Jeudi, ses troupes se sont retirées sans combat d'Ariha, la dernière ville qui était sous leur contrôle dans la province d'Idleb, après une offensive éclair de «l'Armée de la Conquête», coalition formée du Front al-Nosra, la branche syrienne d'Al-Qaïda, et de rebelles islamistes.

Plusieurs milliers de soldats étaient positionnés à Ariha, à majorité sunnite, et selon l'Observatoire syrien des droits de l'homme (OSDH), des combattants du Hezbollah libanais et des militaires iraniens s'y trouvaient pour épauler l'armée.

«Protéger les grandes villes»

Pour une source militaire haut placée à Damas, ce retrait d'Ariha s'explique par le fait que «les manoeuvres de l'armée dans la ville étaient devenues très limitées». «Elle a voulu éviter la destruction de la ville et protéger les civils», a-t-elle expliqué à l'AFP.

Pour Waddah Abed Rabbo, directeur du quotidien proche du pouvoir al-Watan, ce retrait s'inscrit dans le cadre d'une stratégie visant «à redéfinir des lignes de défense des grandes villes syriennes».

La priorité selon lui c'est de protéger les routes menant aux villes côtières comme Lattaquié et vers les provinces où se concentre la majorité de la population syrienne avec Damas, Homs et Hama.

«Le monde doit réfléchir si l'on souhaite la partition de la Syrie en plusieurs États, dont un pour l'EI et un autre pour Al-Qaïda (...), et se demander si à terme ces groupes ne présenteront pas un danger pour le monde entier», a-t-il poursuivi.

L'Armée de la Conquête a déjà pris la capitale provinciale d'Idleb et Jisr al-Choughour. Il ne reste plus au régime que quelques villages et l'aéroport militaire d'Abou Douhour.

Selon l'OSDH, 13 miliciens prorégime ont été exécutés à Ariha.

«Il n'y a pas eu de véritables combats, car le régime ne peut supporter davantage de pertes humaines», affirme Rami Abdel Rahmane, directeur de l'OSDH. «Même avec le soutien de l'Iran et du Hezbollah, il ne peut plus compenser ces pertes».

D'après son organisation, il y a «70 000 insoumis en Syrie, notamment dans les bastions du régime, qui refusent de servir dans l'armée».

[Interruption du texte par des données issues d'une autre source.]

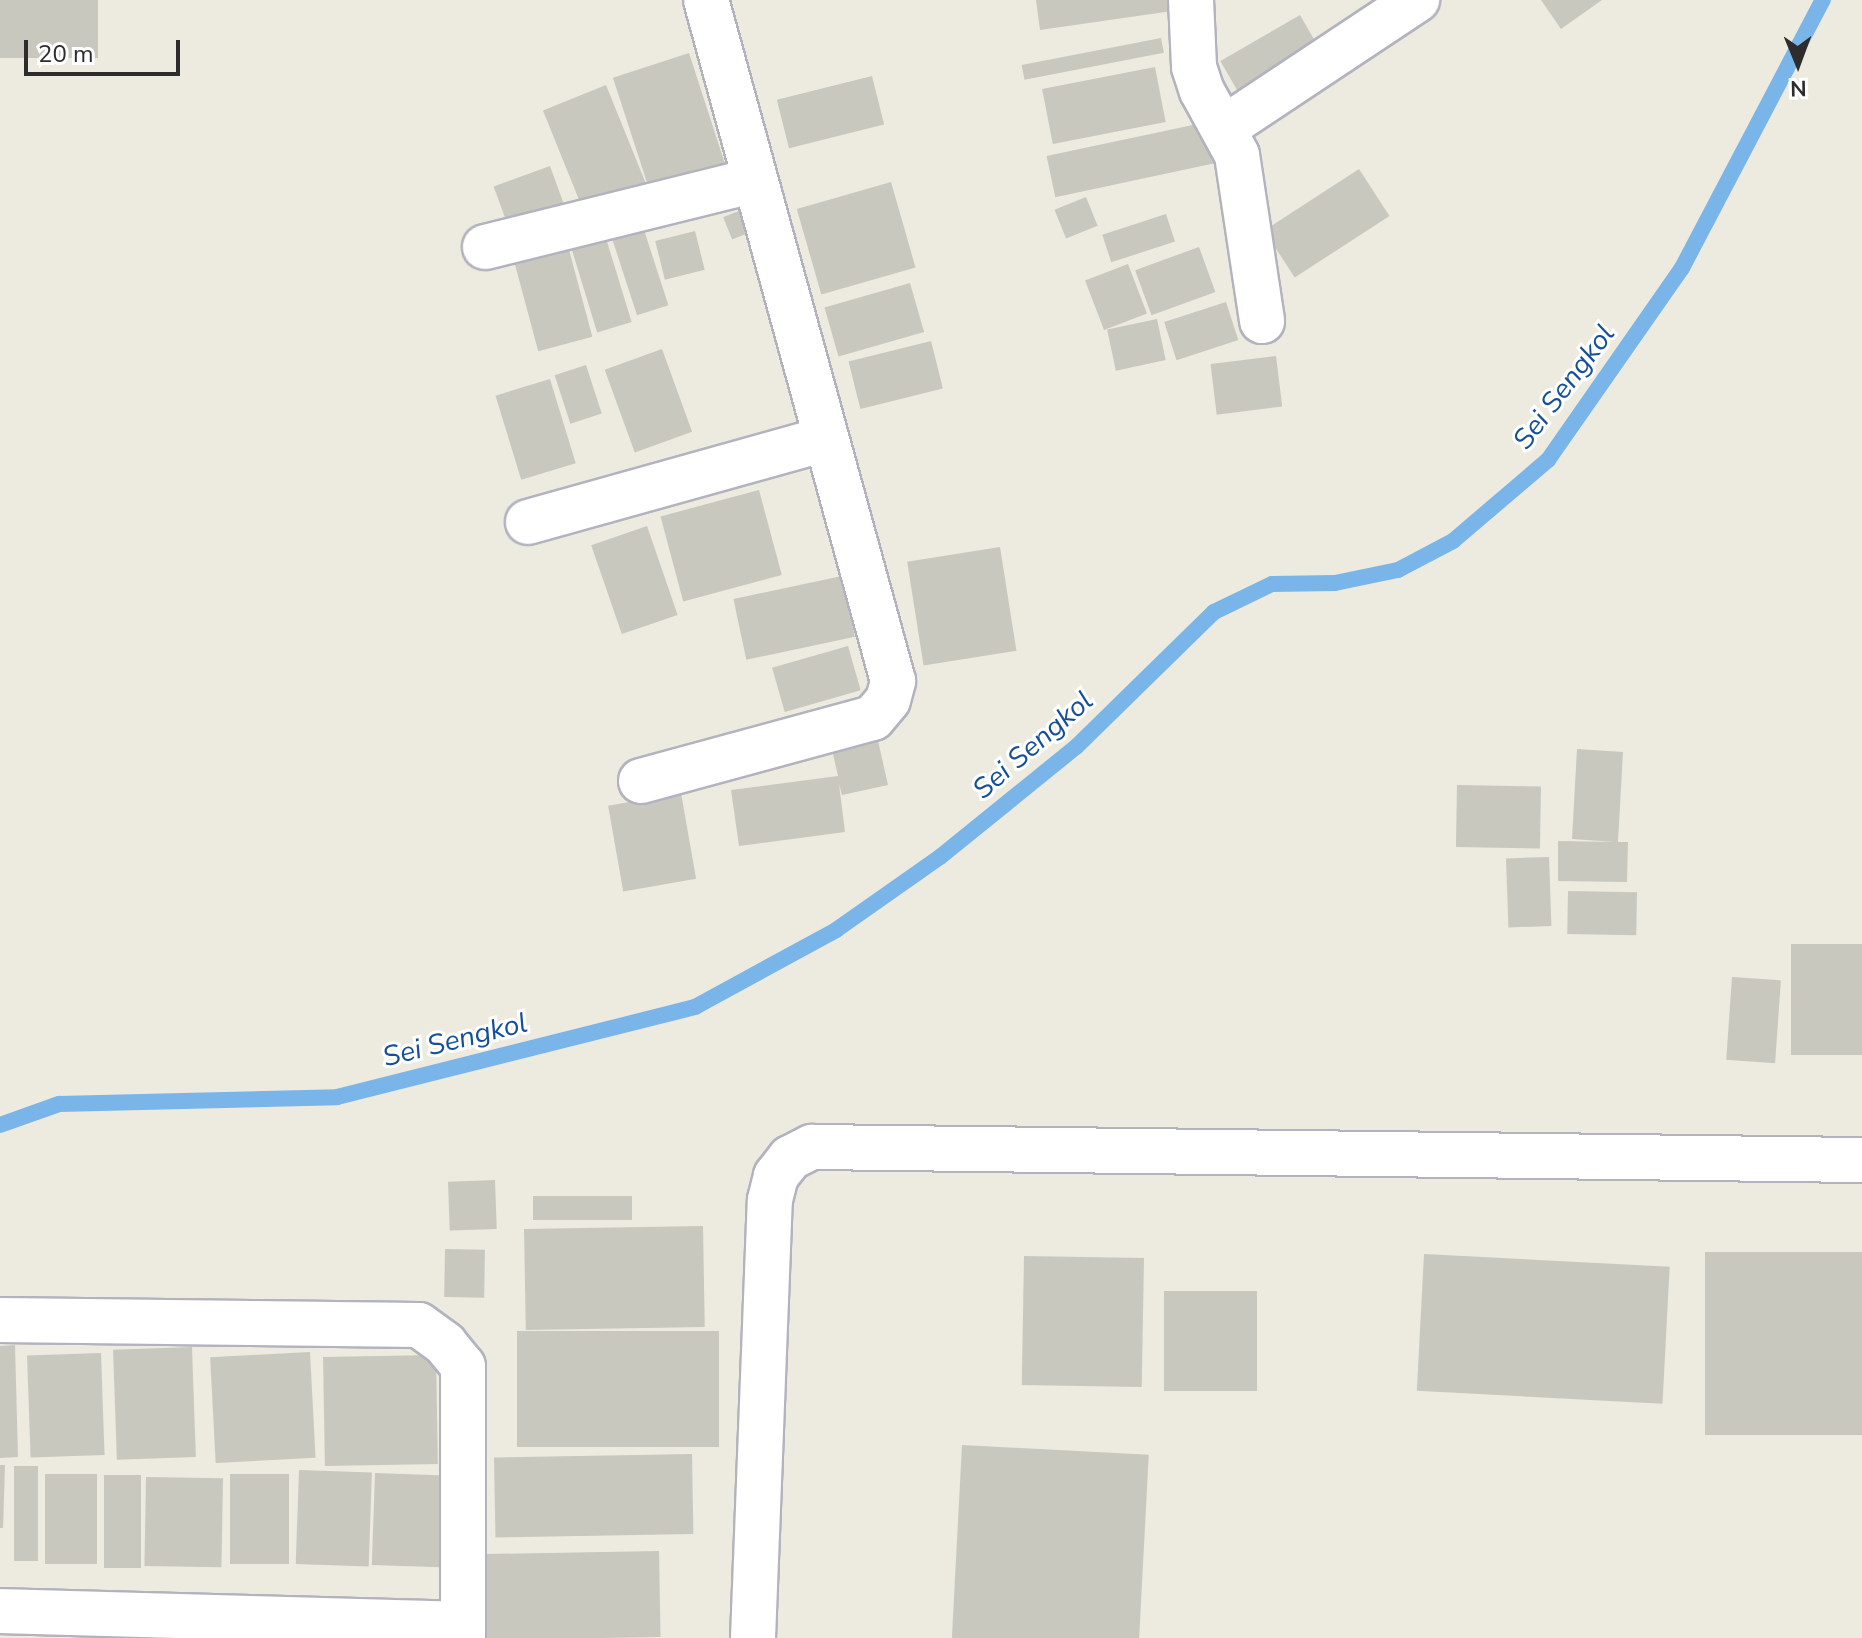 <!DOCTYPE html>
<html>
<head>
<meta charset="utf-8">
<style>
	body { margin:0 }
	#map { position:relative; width:1862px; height:1638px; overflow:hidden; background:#edeae0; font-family:"Nunito Sans",sans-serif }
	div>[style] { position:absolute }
	.stream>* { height:16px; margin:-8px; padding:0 8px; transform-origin:8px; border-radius:8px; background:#79b5e9 }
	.building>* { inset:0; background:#c9c8be; transform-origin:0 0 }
	.roads { filter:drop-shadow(2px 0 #b3b3bf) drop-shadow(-2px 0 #b3b3bf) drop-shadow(0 2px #b3b3bf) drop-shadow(0 -2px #b3b3bf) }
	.minor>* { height:44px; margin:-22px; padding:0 22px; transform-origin:22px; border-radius:22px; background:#fff }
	span { translate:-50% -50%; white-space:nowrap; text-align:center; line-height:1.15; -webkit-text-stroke:6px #fff; paint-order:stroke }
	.water-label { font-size:28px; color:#145099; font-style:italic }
	.north { position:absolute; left:1758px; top:24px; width:80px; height:80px; -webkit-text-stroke:6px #fff; paint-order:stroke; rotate:179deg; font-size:22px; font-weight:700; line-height:32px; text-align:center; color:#2d2d2d }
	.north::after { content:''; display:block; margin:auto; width:28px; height:36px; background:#2d2d2d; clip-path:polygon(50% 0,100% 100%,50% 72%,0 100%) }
	.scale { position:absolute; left:24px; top:40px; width:156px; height:36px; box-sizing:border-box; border:4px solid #2d2d2d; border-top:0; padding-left:10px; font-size:24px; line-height:28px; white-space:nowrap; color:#2d2d2d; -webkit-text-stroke:6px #fff; paint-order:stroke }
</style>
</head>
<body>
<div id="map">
	<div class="stream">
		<i style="left:0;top:1125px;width:63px;rotate:-19.6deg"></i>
		<i style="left:59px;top:1104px;width:278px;rotate:-1.4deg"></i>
		<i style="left:337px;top:1097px;width:369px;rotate:-14.1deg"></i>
		<i style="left:695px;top:1007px;width:161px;rotate:-28.6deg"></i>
		<i style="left:836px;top:930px;width:127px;rotate:-35.1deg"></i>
		<i style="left:940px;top:857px;width:175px;rotate:-39deg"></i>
		<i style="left:1076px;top:747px;width:193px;rotate:-44.4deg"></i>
		<i style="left:1214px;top:612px;width:64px;rotate:-25.8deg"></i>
		<i style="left:1272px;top:584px;width:63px;rotate:-0.9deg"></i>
		<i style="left:1335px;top:583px;width:64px;rotate:-11.7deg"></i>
		<i style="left:1398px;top:570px;width:62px;rotate:-27.8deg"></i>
		<i style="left:1453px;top:541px;width:125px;rotate:-40.5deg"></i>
		<i style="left:1548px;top:460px;width:234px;rotate:-55.1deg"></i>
		<i style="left:1682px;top:268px;width:303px;rotate:-62.3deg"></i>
	</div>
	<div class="building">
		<i style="left:0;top:0;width:98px;height:58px"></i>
		<i style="clip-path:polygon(1036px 0,1178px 0,1179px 10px,1040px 30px)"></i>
		<i style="clip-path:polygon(1541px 0,1602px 0,1561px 29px)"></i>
		<i style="left:1300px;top:15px;width:36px;height:92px;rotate:60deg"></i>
		<i style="left:1161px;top:38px;width:15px;height:142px;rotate:79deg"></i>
		<i style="left:689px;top:53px;width:117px;height:80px;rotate:72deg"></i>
		<i style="left:1155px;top:67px;width:56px;height:115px;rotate:79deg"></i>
		<i style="left:872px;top:76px;width:50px;height:98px;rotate:76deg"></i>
		<i style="left:606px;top:85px;width:109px;height:68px;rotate:68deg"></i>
		<i style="left:1207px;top:122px;width:42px;height:164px;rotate:78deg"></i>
		<i style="left:550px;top:166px;width:51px;height:60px;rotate:70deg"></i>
		<i style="left:1359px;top:169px;width:56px;height:113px;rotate:57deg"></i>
		<i style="left:891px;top:182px;width:89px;height:98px;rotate:74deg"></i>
		<i style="left:1086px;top:197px;width:31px;height:34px;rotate:68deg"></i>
		<i style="left:751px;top:206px;width:24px;height:30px;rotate:68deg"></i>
		<i style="left:1166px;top:214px;width:29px;height:67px;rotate:72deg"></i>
		<i style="left:644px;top:230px;width:79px;height:33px;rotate:72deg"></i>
		<i style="left:695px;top:231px;width:40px;height:41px;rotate:76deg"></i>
		<i style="left:605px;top:235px;width:91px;height:36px;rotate:73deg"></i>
		<i style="left:568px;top:246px;width:94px;height:56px;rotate:75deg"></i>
		<i style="left:1199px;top:247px;width:48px;height:68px;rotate:70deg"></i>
		<i style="left:1128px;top:264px;width:53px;height:46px;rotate:69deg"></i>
		<i style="left:910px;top:283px;width:51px;height:89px;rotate:74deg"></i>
		<i style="left:1226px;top:302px;width:40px;height:65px;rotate:72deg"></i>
		<i style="left:1157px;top:319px;width:42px;height:51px;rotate:78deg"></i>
		<i style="left:931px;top:341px;width:49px;height:85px;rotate:76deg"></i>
		<i style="left:662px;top:349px;width:88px;height:61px;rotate:70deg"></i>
		<i style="left:1276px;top:356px;width:51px;height:66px;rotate:83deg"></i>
		<i style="left:586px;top:365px;width:51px;height:33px;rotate:72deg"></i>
		<i style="left:550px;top:379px;width:88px;height:57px;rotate:73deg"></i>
		<i style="left:759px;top:490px;width:88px;height:102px;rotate:75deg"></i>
		<i style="left:647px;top:526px;width:94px;height:59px;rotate:71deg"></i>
		<i style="left:1000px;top:547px;width:105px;height:94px;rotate:81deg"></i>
		<i style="left:842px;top:576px;width:62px;height:111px;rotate:78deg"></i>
		<i style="left:848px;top:646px;width:46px;height:79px;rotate:74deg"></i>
		<i style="clip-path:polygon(877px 736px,888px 785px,842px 795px,839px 784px,845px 832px,739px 846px,731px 790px,838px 776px,831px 745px)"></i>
		<i style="clip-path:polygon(1577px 749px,1623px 752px,1618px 842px,1628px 842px,1627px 882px,1558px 881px,1558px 841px,1615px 842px,1572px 839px)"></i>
		<i style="left:1457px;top:785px;width:84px;height:62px;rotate:1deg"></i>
		<i style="left:681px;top:793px;width:87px;height:74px;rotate:80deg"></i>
		<i style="left:1549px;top:857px;width:69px;height:43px;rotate:88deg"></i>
		<i style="left:1568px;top:891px;width:69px;height:43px;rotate:1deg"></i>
		<i style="left:1862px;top:944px;width:111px;height:71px;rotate:90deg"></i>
		<i style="left:1732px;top:977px;width:49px;height:83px;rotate:4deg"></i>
		<i style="left:495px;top:1180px;width:49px;height:47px;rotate:88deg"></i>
		<i style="left:632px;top:1196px;width:24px;height:99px;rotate:90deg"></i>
		<i style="left:703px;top:1226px;width:101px;height:179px;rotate:89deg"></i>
		<i style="left:445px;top:1249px;width:40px;height:48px;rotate:1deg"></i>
		<i style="left:1705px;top:1252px;width:157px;height:183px"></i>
		<i style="left:1424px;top:1254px;width:246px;height:137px;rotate:3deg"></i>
		<i style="left:1024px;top:1256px;width:120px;height:129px;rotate:1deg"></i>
		<i style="left:1164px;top:1291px;width:93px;height:100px"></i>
		<i style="left:719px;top:1331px;width:116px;height:202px;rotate:90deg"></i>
		<i style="clip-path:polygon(15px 1345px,18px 1457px,0 1458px,0 1346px)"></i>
		<i style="left:192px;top:1347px;width:110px;height:79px;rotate:88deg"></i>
		<i style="left:310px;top:1352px;width:106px;height:100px;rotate:87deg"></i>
		<i style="left:101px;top:1353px;width:102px;height:74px;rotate:88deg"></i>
		<i style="left:436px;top:1355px;width:109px;height:113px;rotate:89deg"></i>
		<i style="left:962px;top:1445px;width:187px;height:193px;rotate:3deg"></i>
		<i style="left:692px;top:1454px;width:80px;height:198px;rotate:89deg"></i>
		<i style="clip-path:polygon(0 1465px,5px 1465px,3px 1528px,0 1528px)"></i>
		<i style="left:14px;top:1466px;width:24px;height:95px"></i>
		<i style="left:299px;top:1470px;width:73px;height:94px;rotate:2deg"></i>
		<i style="left:375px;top:1473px;width:69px;height:92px;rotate:2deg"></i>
		<i style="left:97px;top:1474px;width:90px;height:52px;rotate:90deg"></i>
		<i style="left:230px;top:1474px;width:59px;height:90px"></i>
		<i style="left:141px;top:1475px;width:93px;height:37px;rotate:90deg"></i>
		<i style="left:146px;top:1477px;width:77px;height:89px;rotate:1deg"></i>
		<i style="left:659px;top:1551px;width:86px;height:183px;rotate:89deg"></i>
	</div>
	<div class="roads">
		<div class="minor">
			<i style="left:1191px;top:0;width:67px;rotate:87.4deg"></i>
			<i style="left:1194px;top:67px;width:25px;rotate:72deg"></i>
			<i style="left:1202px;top:91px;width:73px;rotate:61.3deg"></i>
			<i style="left:1237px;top:155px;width:168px;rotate:81.4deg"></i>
			<i style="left:1224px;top:128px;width:232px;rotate:-33.6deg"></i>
			<i style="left:485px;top:247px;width:278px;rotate:-13.9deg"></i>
			<i style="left:528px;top:522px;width:309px;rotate:-15.6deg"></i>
			<i style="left:641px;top:781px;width:240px;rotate:-15.2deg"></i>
			<i style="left:873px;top:718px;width:23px;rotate:-50deg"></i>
			<i style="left:888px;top:700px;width:20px;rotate:-75deg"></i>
			<i style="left:893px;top:681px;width:706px;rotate:-105.35deg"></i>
			<i style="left:0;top:1320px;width:419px;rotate:0.7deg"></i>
			<i style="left:419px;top:1325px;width:32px;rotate:36deg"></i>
			<i style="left:445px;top:1344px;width:28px;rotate:51deg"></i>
			<i style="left:463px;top:1366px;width:272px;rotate:90deg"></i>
			<i style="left:0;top:1611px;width:463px;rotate:1.6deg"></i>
			<i style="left:753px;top:1638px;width:438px;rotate:-87.8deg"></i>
			<i style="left:770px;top:1200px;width:25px;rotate:-76deg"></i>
			<i style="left:776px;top:1176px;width:23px;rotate:-52deg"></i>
			<i style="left:790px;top:1158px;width:25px;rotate:-27deg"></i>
			<i style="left:812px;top:1147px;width:1050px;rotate:0.71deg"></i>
		</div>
	</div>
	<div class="water-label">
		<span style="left:1564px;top:387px;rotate:-53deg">Sei Sengkol</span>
		<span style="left:1033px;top:745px;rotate:-41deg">Sei Sengkol</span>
		<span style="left:455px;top:1040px;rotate:-14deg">Sei Sengkol</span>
	</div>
	<div class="north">N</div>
	<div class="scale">20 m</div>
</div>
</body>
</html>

Depuis quelques mois, le régime a essuyé des revers dans le nord-ouest et le sud face aux rebelles, forts d'un nouveau soutien en armes de leurs parrains turcs et saoudiens.

Le quotidien turc Cumhuriyet a publié d'ailleurs des photos et une vidéo qui accréditent l'hypothèse, jusque-là farouchement démentie par le gouvernement d'Ankara, de livraisons d'armes aux rebelles extrémistes début 2014.

«Perdre Alep»

«Le régime n'est plus dans une logique d'attaque», affirme M. Abdel Rahmane. À ce rythme, dit-il «il peut très bien perdre Alep», deuxième ville du pays.

Après ses défaites, le régime est en train de se résoudre à une partition de facto du pays en limitant ses ambitions à la «Syrie utile», selon des analystes.

Il contrôle encore des régions dans les provinces de Deir Ezzor (est), Deraa (sud), Qouneitra (sud) et Hassaké (nord-est), et partage le contrôle avec la rébellion dans la province rurale de Damas, celle d'Alep (nord), de Homs et d'Hama.

Selon l'OSDH, le groupe ultra-radical sunnite EI contrôle la moitié du territoire syrien, principalement les régions du nord et de l'est, et monte en puissance dans le centre après la prise de Palmyre.

Dans l'Irak voisin, l'EI a revendiqué vendredi les attentats à la voiture piégée qui ont fait au moins neuf morts jeudi soir devant deux hôtels de luxe de Bagdad.

À une centaine de kilomètres à l'ouest de la capitale irakienne, les troupes irakiennes et les milices chiites tentent d'assiéger les jihadistes de l'EI dans la ville clé de Ramadi avant d'y donner l'assaut.